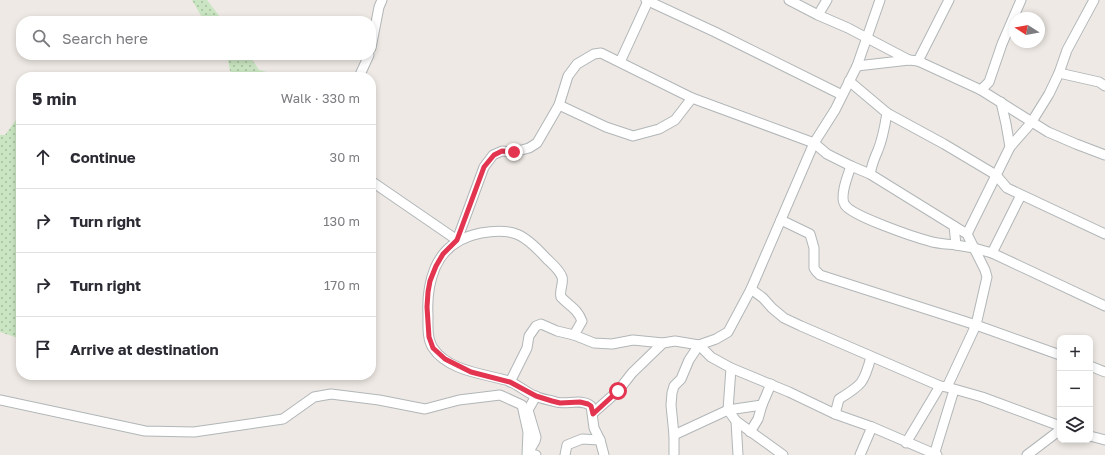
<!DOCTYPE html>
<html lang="en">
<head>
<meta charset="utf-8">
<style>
  :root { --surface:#fff; --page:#f7f7f7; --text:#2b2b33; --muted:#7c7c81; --line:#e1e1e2 }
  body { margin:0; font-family:"Golos Text",sans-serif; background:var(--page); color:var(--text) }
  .controls { position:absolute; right:12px; bottom:12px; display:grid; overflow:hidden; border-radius:8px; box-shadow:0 2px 6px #0003 }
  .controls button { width:36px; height:36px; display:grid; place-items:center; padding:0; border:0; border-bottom:1px solid var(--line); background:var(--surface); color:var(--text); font:20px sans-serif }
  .compass { position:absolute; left:1009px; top:12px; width:36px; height:36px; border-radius:50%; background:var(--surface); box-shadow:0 2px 6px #0003; rotate:281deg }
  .stop { position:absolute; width:12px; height:12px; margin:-9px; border:3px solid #e33450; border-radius:50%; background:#fff }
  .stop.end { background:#e33450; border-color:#fff; box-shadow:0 1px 4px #0008 }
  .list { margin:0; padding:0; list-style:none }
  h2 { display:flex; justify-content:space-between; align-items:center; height:52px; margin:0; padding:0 16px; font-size:17px }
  h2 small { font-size:13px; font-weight:400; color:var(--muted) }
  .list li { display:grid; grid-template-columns:26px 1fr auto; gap:12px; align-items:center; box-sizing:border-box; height:64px; padding:0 16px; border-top:1px solid var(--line) }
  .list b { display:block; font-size:15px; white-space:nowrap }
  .list em { font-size:13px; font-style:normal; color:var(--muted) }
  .icon { flex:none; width:22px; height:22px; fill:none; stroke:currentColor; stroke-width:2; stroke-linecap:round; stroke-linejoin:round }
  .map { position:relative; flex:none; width:1105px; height:455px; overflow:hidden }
  .search { position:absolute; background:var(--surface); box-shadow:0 2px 6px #0003; left:16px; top:16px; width:360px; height:44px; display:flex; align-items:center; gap:10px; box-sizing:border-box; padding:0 14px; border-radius:16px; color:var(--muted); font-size:15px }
  .panel { position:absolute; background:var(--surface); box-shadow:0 2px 6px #0003; left:16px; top:72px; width:360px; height:308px; border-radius:16px }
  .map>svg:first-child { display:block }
  .grass { fill:url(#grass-dots) }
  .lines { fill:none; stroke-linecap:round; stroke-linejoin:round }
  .street-casing { stroke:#b1b6b8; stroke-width:11 }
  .street { stroke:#fff; stroke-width:9 }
  .route { stroke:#e33450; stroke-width:5 }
</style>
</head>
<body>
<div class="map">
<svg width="1105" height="455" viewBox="0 0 1105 455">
  <defs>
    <pattern id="grass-dots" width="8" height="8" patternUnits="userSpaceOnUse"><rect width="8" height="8" fill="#c9e5c1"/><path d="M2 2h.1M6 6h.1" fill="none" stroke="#a6bda0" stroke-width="1.8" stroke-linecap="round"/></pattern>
  </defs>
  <rect width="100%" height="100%" fill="#eee9e4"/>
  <g class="grass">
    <path d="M192,0H207L223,21H205L200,14Z"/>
    <path d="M227,55H249L259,70L286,77H239L230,71Z"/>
    <path d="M16,120L21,122V339L0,332V135H5Z"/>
  </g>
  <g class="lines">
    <g class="street-casing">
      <g id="street">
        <path d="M646,0L715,32L842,95"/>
        <path d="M789,0L818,15L848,28L909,60"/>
        <path d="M818,15L827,0"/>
        <path d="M371,48L379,7L382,0"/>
        <path d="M918,61L949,0"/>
        <path d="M620,62L648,1"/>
        <path d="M857,66L909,60L918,61L981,90L1048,132L1076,144L1105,155"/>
        <path d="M1059,73L1099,82L1105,86"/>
        <path d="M359,77L369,55"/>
        <path d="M849,81L887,113L944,144L996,175L1007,188L1105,234"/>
        <path d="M981,90L989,82L1002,44L1021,0"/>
        <path d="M1001,102L1006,124L1010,147"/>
        <path d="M559,105L606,127L633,136L659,129L675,120L692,98"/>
        <path d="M851,166C848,175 839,197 845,205C852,216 914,237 929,241C938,244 947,244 956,245"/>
        <path d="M870,174C872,164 874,159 878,150C883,138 885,125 887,113"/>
        <path d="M371,181L457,240L484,167L493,155L502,151L514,152L529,148L537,143L559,105L568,76L577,64L594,54L601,53L692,98L814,143L827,154L851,166L870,174L954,226L956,245L974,248L992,253L1105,306"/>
        <path d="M781,220L810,234L814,248V268L816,271L820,275L976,325L947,387"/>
        <path d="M954,226L967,234L985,270L987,277L976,325L1060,355"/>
        <path d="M967,234L1010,147L1031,123L1049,94L1059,73L1067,50L1094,0"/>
        <path d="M992,253L1021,195"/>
        <path d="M751,289L763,298L772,308L784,318L801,326L940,386L947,387L982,397L1060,426"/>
        <path d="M574,335L582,321C577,308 569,306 561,297C559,291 564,283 562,277C559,269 552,264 546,258C525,235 514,227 481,233C460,237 444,247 435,268C429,283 427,299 428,315C428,326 427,339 433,348C448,371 485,374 509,381C518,385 526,392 535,396C542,399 549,400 556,402C566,405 582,398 591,406L594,428L600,440L604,455"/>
        <path d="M1090,366L1105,372"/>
        <path d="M731,368L789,392L835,414L872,427L937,455"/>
        <path d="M510,382L527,348L529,336L536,326L541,324L557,331L574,335L594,343L612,344L633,340L663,343L675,341L699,345L711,357L731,368L728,410L736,421L738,455"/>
        <path d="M0,400L145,431L194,432L283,419L314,397L331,394L379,400L425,409L459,400L500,395L522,405L528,432L527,455"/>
        <path d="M593,413L618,391L632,373L663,343"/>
        <path d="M835,414L839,399C862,385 864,383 871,357"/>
        <path d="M736,421L783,455"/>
        <path d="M750,432L758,419L762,405"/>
        <path d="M674,435L728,410L762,405L771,384"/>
        <path d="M1090,436L1105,440"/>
        <path d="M906,443L940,386"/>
        <path d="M536,455L532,454L530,452C530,446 536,443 536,437L528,410L536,396"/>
        <path d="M565,455L567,445L582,439L600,440"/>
        <path d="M674,455V435L671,405L672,393L674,386L681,379L689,360L699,345L716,339L728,332L751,289L814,143L835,110L857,66L880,0"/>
        <path d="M860,455L872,427"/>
        <path d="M934,455L954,390"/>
        <path d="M1027,455L1060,430"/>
      </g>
    </g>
    <use href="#street" class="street"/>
  </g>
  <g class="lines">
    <path class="route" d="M514,152L502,151L494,155L484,167L457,240L443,254L436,266L430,281L428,292L427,307L429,337L433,348L445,359L471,372L510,382L536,396L552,401L560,403L580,402L588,404L591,406L593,414L618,391"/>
  </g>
</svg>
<div class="controls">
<button>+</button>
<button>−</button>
<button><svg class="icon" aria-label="layers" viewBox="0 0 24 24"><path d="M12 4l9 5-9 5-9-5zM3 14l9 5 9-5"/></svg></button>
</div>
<svg class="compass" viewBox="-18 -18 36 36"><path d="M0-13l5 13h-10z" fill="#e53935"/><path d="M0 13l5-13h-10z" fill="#7c7c81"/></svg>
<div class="stop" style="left:618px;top:391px"></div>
<div class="stop end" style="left:514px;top:152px"></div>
<div class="search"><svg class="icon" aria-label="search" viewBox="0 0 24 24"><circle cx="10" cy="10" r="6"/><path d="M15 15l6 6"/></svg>Search here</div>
<section class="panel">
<h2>5 min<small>Walk · 330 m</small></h2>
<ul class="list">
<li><svg class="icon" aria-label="ahead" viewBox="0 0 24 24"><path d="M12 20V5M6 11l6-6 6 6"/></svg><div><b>Continue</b></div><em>30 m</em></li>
<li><svg class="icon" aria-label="right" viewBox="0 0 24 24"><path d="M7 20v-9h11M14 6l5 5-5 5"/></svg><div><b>Turn right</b></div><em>130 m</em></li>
<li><svg class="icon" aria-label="right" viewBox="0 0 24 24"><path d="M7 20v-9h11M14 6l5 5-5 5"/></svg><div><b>Turn right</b></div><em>170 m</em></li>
<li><svg class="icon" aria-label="arrive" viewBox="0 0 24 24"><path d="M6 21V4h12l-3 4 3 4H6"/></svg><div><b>Arrive at destination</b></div></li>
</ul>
</section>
</div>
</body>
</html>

◇ ◇ ◇

→ Problem requirements:
Report how many lines of the records above contain the word "solid", and give only that number.

→ Result below:
3